Vanaf het begin heb ik me bezig gehouden met de Interne Markt. Als liberaal ben ik van mening dat de economie de betaling van heel veel belangrijke zaken mogelijk maakt. Zonder een goed draaiende economie zijn bijvoorbeeld milieumaatregelen te duur, is er minder gezondheidszorg of onderwijs. Soms heb ik het idee dat mijn collega's dat weleens vergeten. Het harmoniseren van wetgeving in Europa brengt met name voor een klein land als Nederland met een open economie en veel export veel voordelen met zich mee. Maar naast harmonisering van wetgeving kan er nog veel gedaan worden om grensoverschrijdende handel verder te stimuleren. Op dit moment behandelt de internemarktcommissie van het Europees Parlement een voorstel van de Europese Commissie over zogenaamde wederzijdse erkenning. Producten die in een land van de EU geproduceerd en verhandeld worden, mogen - in principe - ook in de rest van de EU op de markt worden gebracht. Zonder daarvoor allerlei ingewikkelde vergunningen en papieren in te vullen. Bij veel bedrijven is dit onbekend. De Europese Commissie heeft berekend dat het niet of onjuist toepassen van dit principe ongeveer € 150 miljard kost. Het voorstel van de Commissie moet deze verspilling drastisch terugbrengen, zodat dit geld beter kan worden gebruikt.

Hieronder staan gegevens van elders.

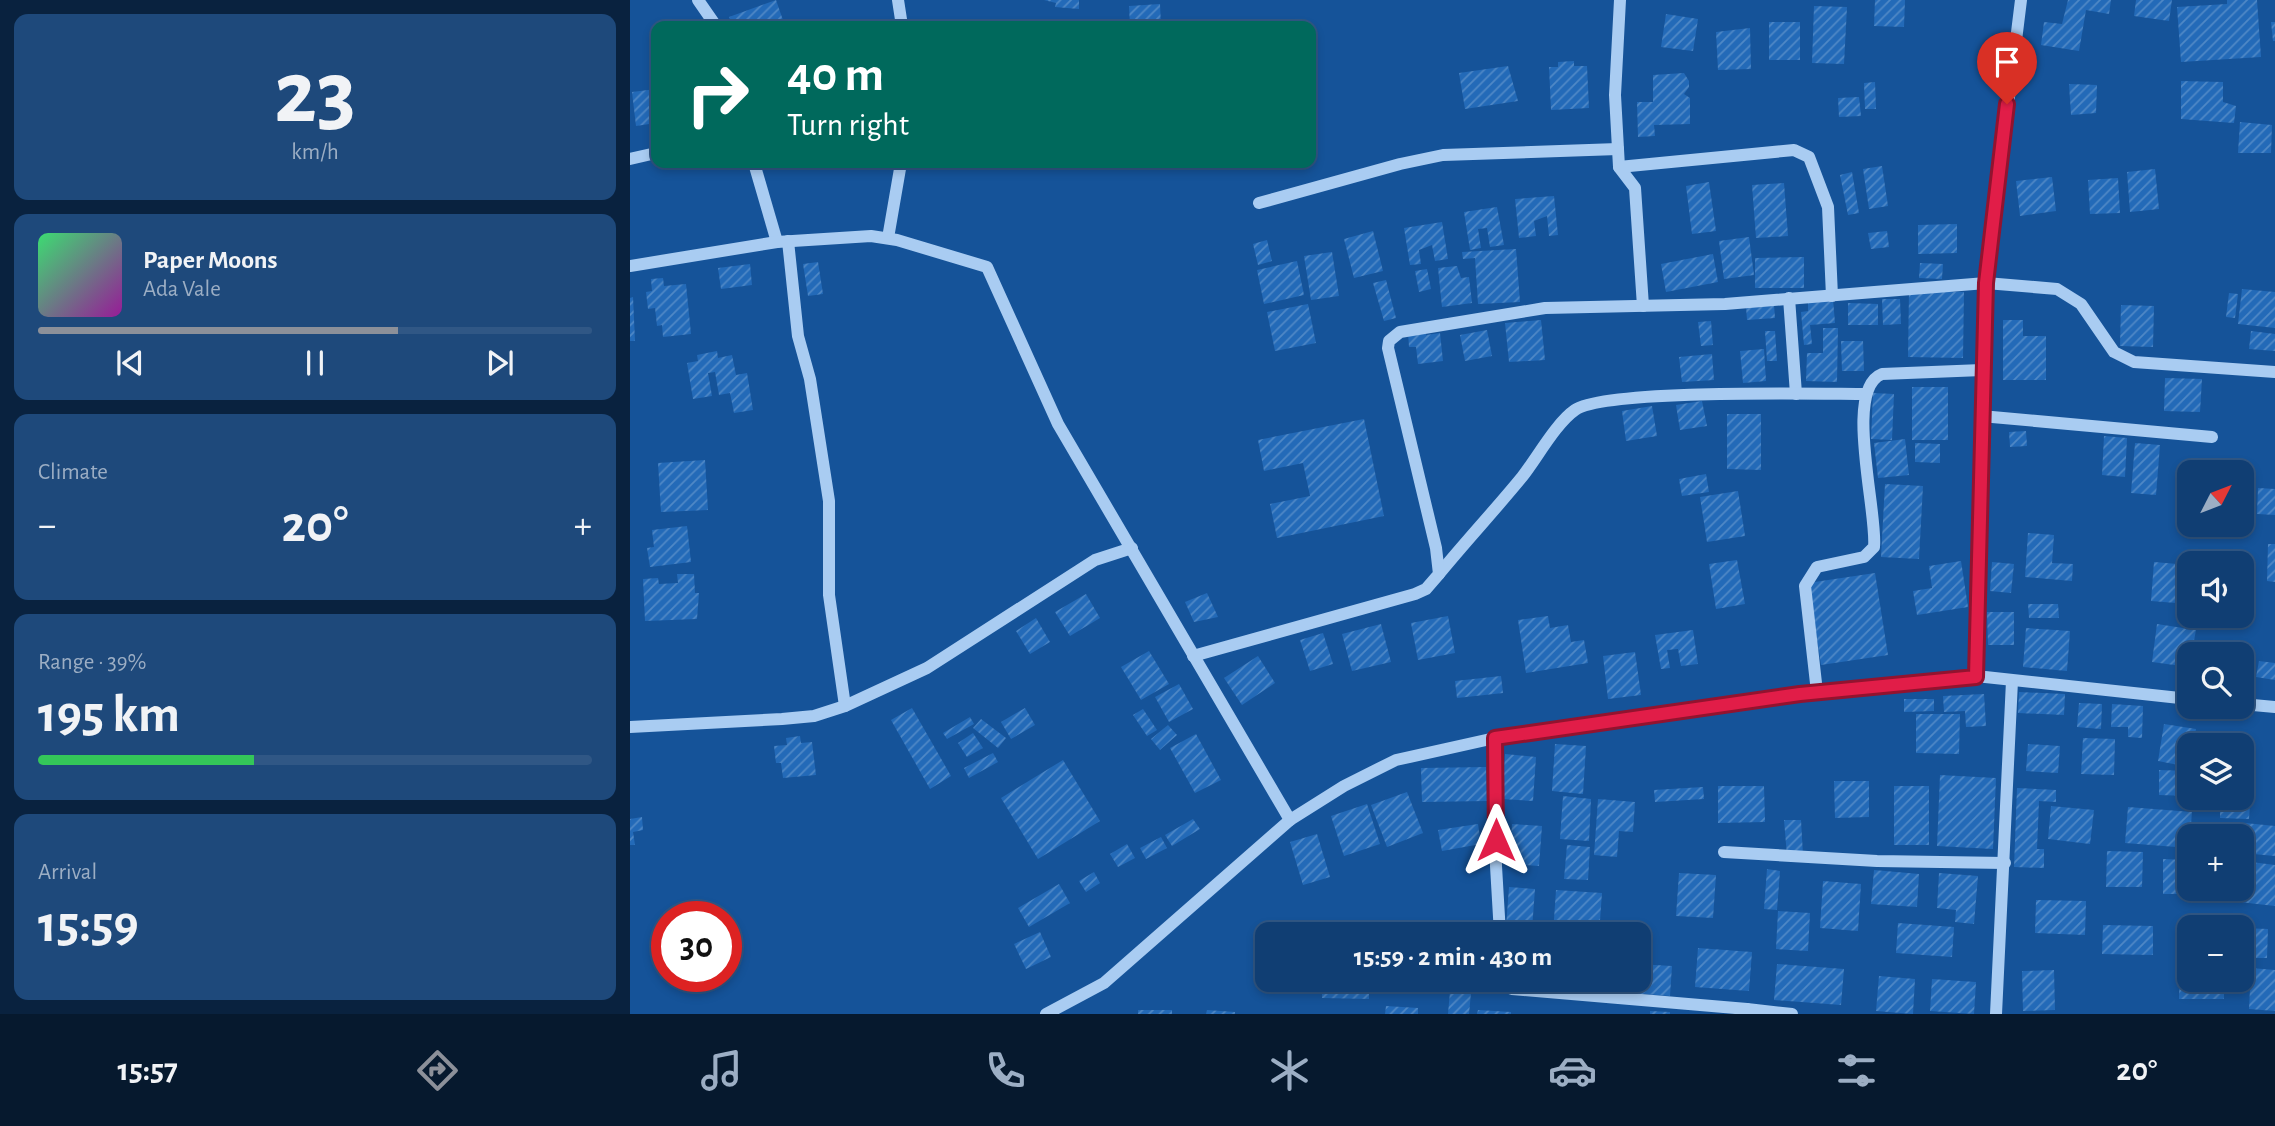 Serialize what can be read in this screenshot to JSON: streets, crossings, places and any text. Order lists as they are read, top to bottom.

Wat vindt u het boeiendste van uw werk als Europarlementariër?
Het contact met mensen, belangrijk of niet, uit de hele wereld vind ik het meest interessante van dit vak. Van mensen met problemen voor wie ik al dan niet iets kan betekenen tot bekendheden als de paus, Bill Gates, politici en natuurlijk leden van ons Koninklijk Huis.
Wat vindt u minder boeiend of zelfs vervelend?
Als lid van het EP reis je heel wat af. Behalve het werkterrein Europa, moet je je natuurlijk ook in Nederland laten zien en vertellen over hoe en waarom wij ons werk verrichten. Dan zijn lange verkeersopstoppingen heel vervelend omdat die extra tijd kosten, waardoor je een dag moet rekenen voor een spreekbeurt van een uur in Nederland.
Met welke dossiers bent u nu bezig? Wanneer worden zij door de parlementaire commissie en het voltallige Parlement behandeld?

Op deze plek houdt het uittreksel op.